A federal appeals court has dismissed the state of Nevada’s petition seeking to force a member of the Nuclear Regulatory Commission to recuse himself from any decision-making on licensing the planned nuclear waste repository at Yucca Mountain.
There is no cause yet to require Commissioner David Wright’s recusal because he might never be called on to join a ruling on the moribund license application from the Department of Energy, according to a three-judge panel of the U.S. Court of Appeals for the District of Columbia Circuit.
“Because petitioner concedes that the underlying proceedings are currently suspended and may never resume, petitioners claim is not ripe because it ‘rests upon the contingent future events that may not occur as anticipated, or indeed may not occur at all,’” the judges wrote in their one-page order on Dec. 28, citing a D.C. Circuit ruling from 2007.
“The dismissal at this point in time was not unexpected. We needed to file when we did in order to avoid some unlikely but possible future ruling that we had not filed a timely challenge,” Robert Halstead, executive director of the Nevada Agency for Nuclear Projects, said by email Wednesday. “Our filing and the Court’s dismissal mean that we will file again in the future, at the first instance in which there is a specific vote or action by Commissioner Wright regarding Yucca Mountain, and there will be no question that Nevada missed the opportunity to challenge his refusal to recuse himself.
The George W. Bush administration DOE filed its application with the NRC in 2008, but the Obama administration defunded the proceeding two years later. The Trump administration has failed to persuade Congress to fund resumption of the licensing process in its first two budget proposals.

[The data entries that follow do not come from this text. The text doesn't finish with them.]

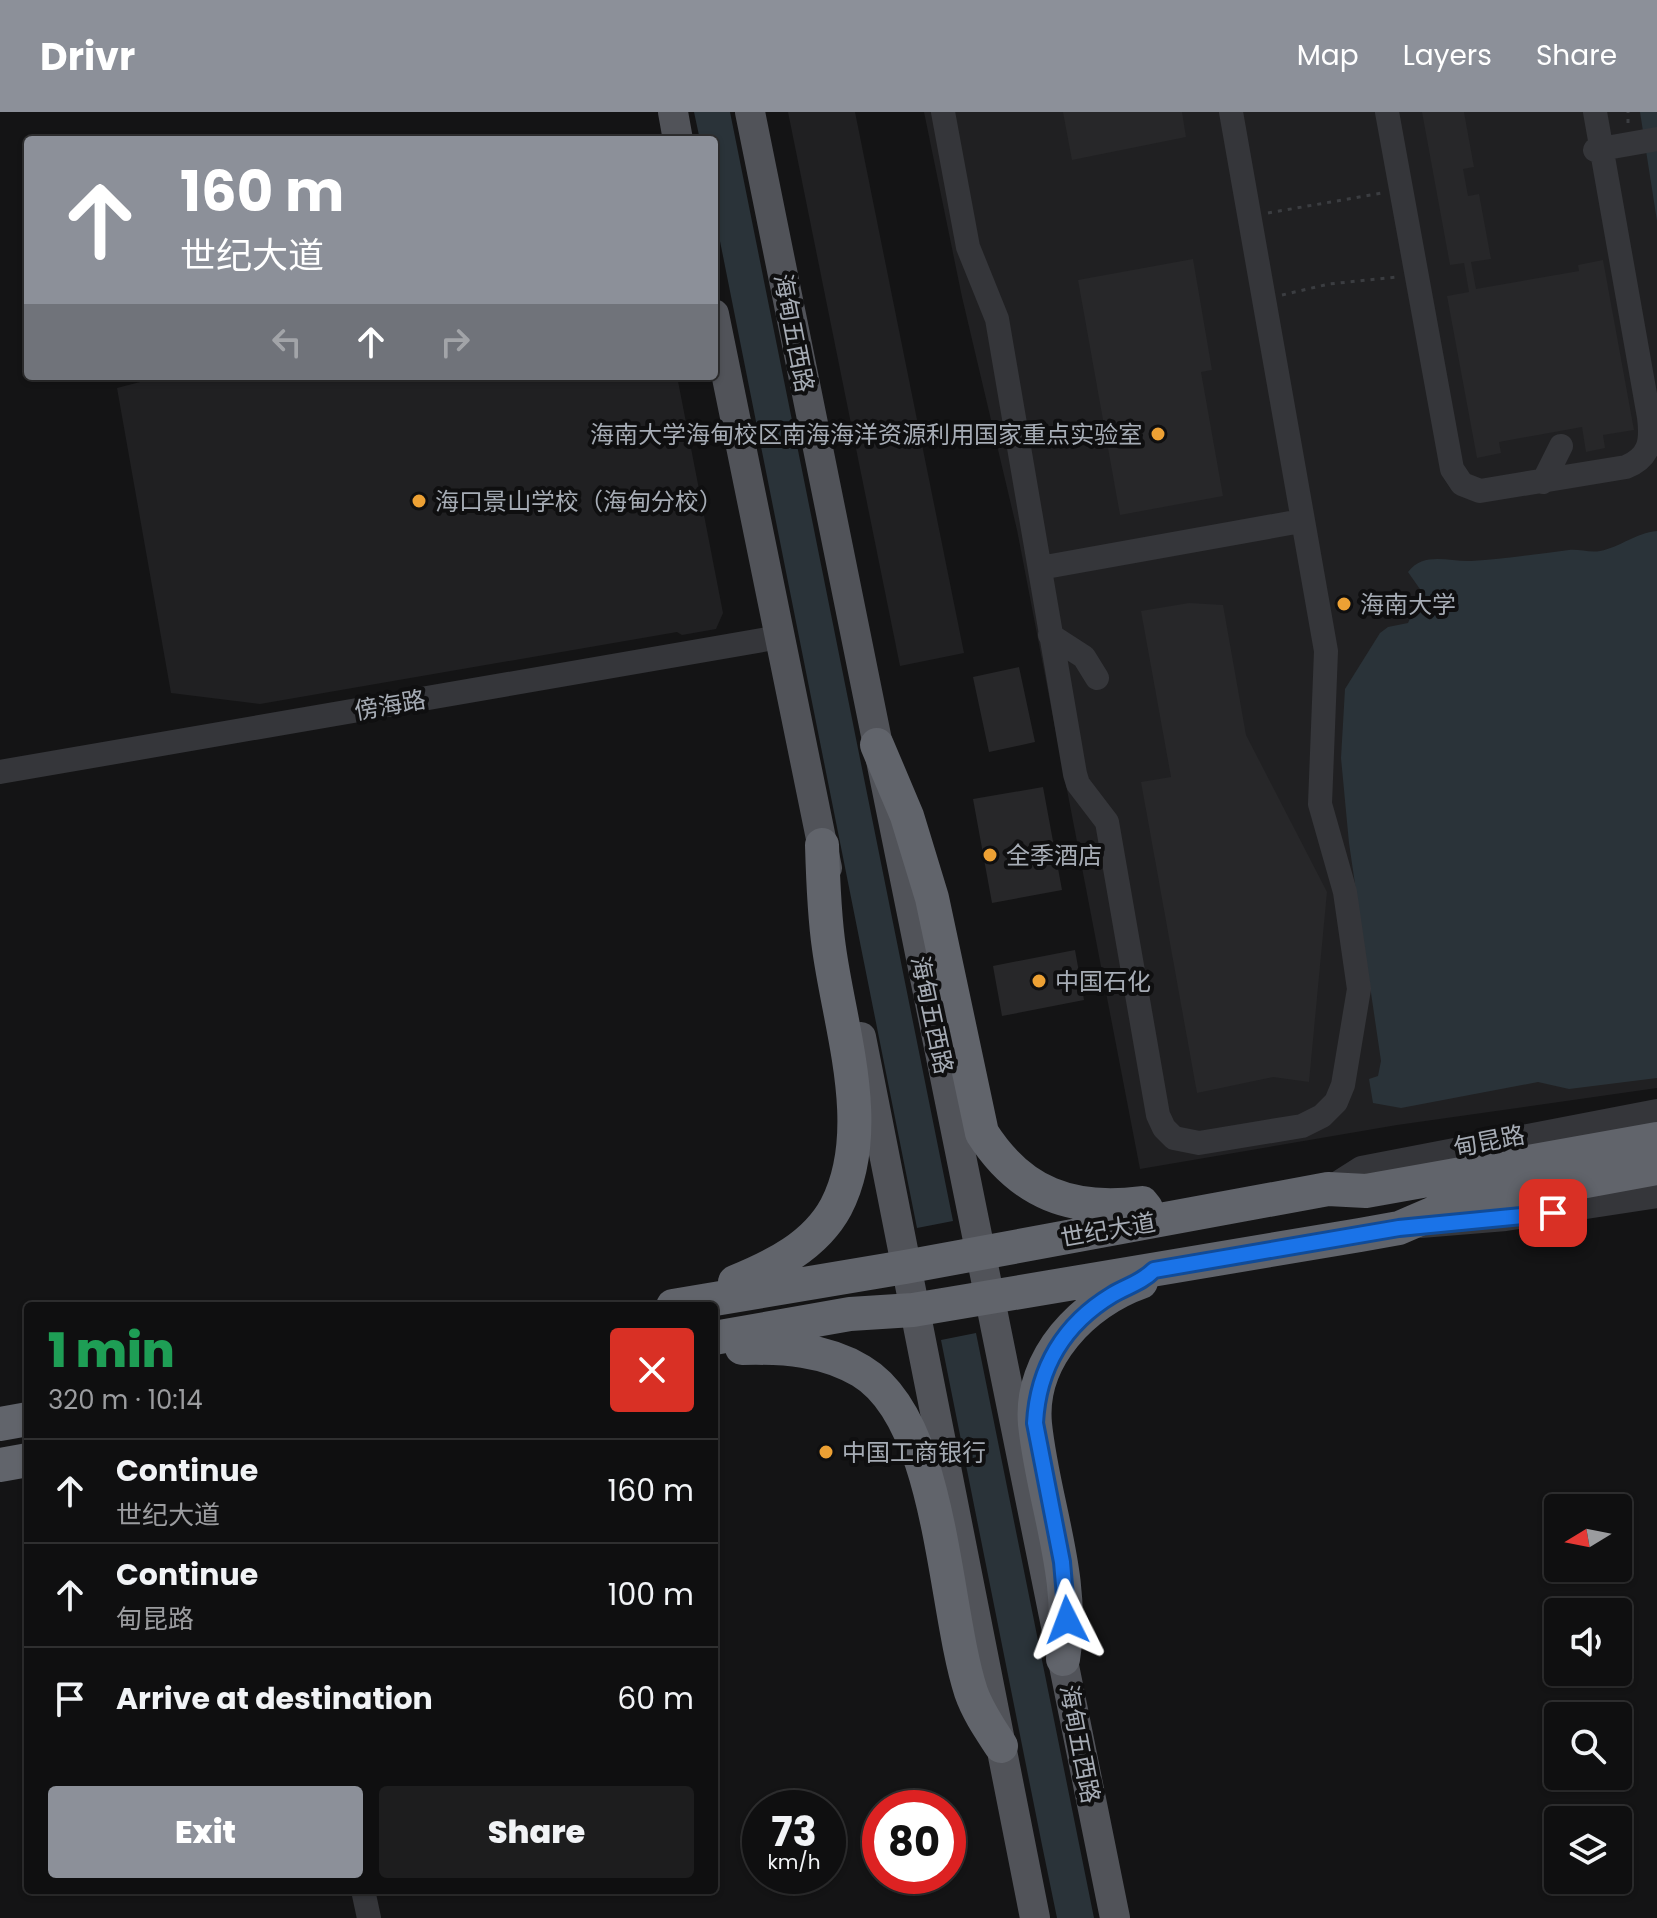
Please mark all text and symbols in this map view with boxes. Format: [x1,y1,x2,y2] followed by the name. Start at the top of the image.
[40,30,135,83] text: Drivr
[1297,36,1359,75] text: Map
[1403,36,1492,75] text: Layers
[1536,36,1617,75] text: Share
[180,152,344,231] text: 160 m
[48,168,152,272] icon: ahead
[180,230,324,281] text: 世纪大道
[766,271,822,395] street label: 海甸五西路
[265,320,309,364] icon: left
[349,320,393,364] icon: ahead
[433,320,477,364] icon: right
[590,418,1142,451] place label: 海南大学海甸校区南海海洋资源利用国家重点实验室
[1149,425,1167,443] marker: 海南大学海甸校区南海海洋资源利用国家重点实验室
[435,485,723,518] place label: 海口景山学校（海甸分校）
[410,492,428,510] marker: 海口景山学校（海甸分校）
[1360,588,1456,621] place label: 海南大学
[1335,595,1353,613] marker: 海南大学
[352,682,428,728] street label: 傍海路
[1006,839,1102,872] place label: 全季酒店
[981,846,999,864] marker: 全季酒店
[903,953,961,1077] street label: 海甸五西路
[1055,965,1151,998] place label: 中国石化
[1030,972,1048,990] marker: 中国石化
[1451,1118,1527,1164] street label: 甸昆路
[1519,1179,1587,1247] pin
[1531,1191,1575,1235] icon: arrive
[1058,1205,1158,1255] street label: 世纪大道
[48,1317,175,1384] text: 1 min
[610,1328,694,1412] button: close
[48,1382,203,1418] text: 320 m · 10:14
[842,1436,986,1469] place label: 中国工商银行
[817,1443,835,1461] marker: 中国工商银行
[116,1449,258,1492] text: Continue
[48,1469,92,1513] icon: ahead
[608,1469,694,1512] text: 160 m
[1544,1494,1632,1582] north arrow
[1544,1494,1632,1894] map controls
[116,1497,220,1533] text: 世纪大道
[116,1553,258,1596] text: Continue
[48,1573,92,1617] icon: ahead
[608,1573,694,1616] text: 100 m
[1025,1578,1109,1662] position arrow
[1544,1598,1632,1686] button: sound
[116,1601,194,1637] text: 甸昆路
[48,1677,92,1721] icon: arrive
[116,1677,433,1720] text: Arrive at destination
[617,1677,694,1720] text: 60 m
[1052,1682,1108,1806] street label: 海甸五西路
[1544,1702,1632,1790] button: search
[48,1786,363,1878] button: Exit
[379,1786,694,1878] button: Share
[862,1790,966,1894] speed limit sign: 80
[771,1804,817,1860] text: 73
[1544,1806,1632,1894] button: layers
[767,1848,821,1876] text: km/h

Wright, previously an energy industry consultant in South Carolina, joined the commission last May. In June, Nevada asked Wright to voluntarily withdraw from any commission consideration of Yucca Mountain, saying his prior actions and statements showed an unfair bias toward the project. Wright refused, saying he had only promoted solving the nation’s impasse on storage of nuclear waste rather than any specific burial location. The state then took him to court in October.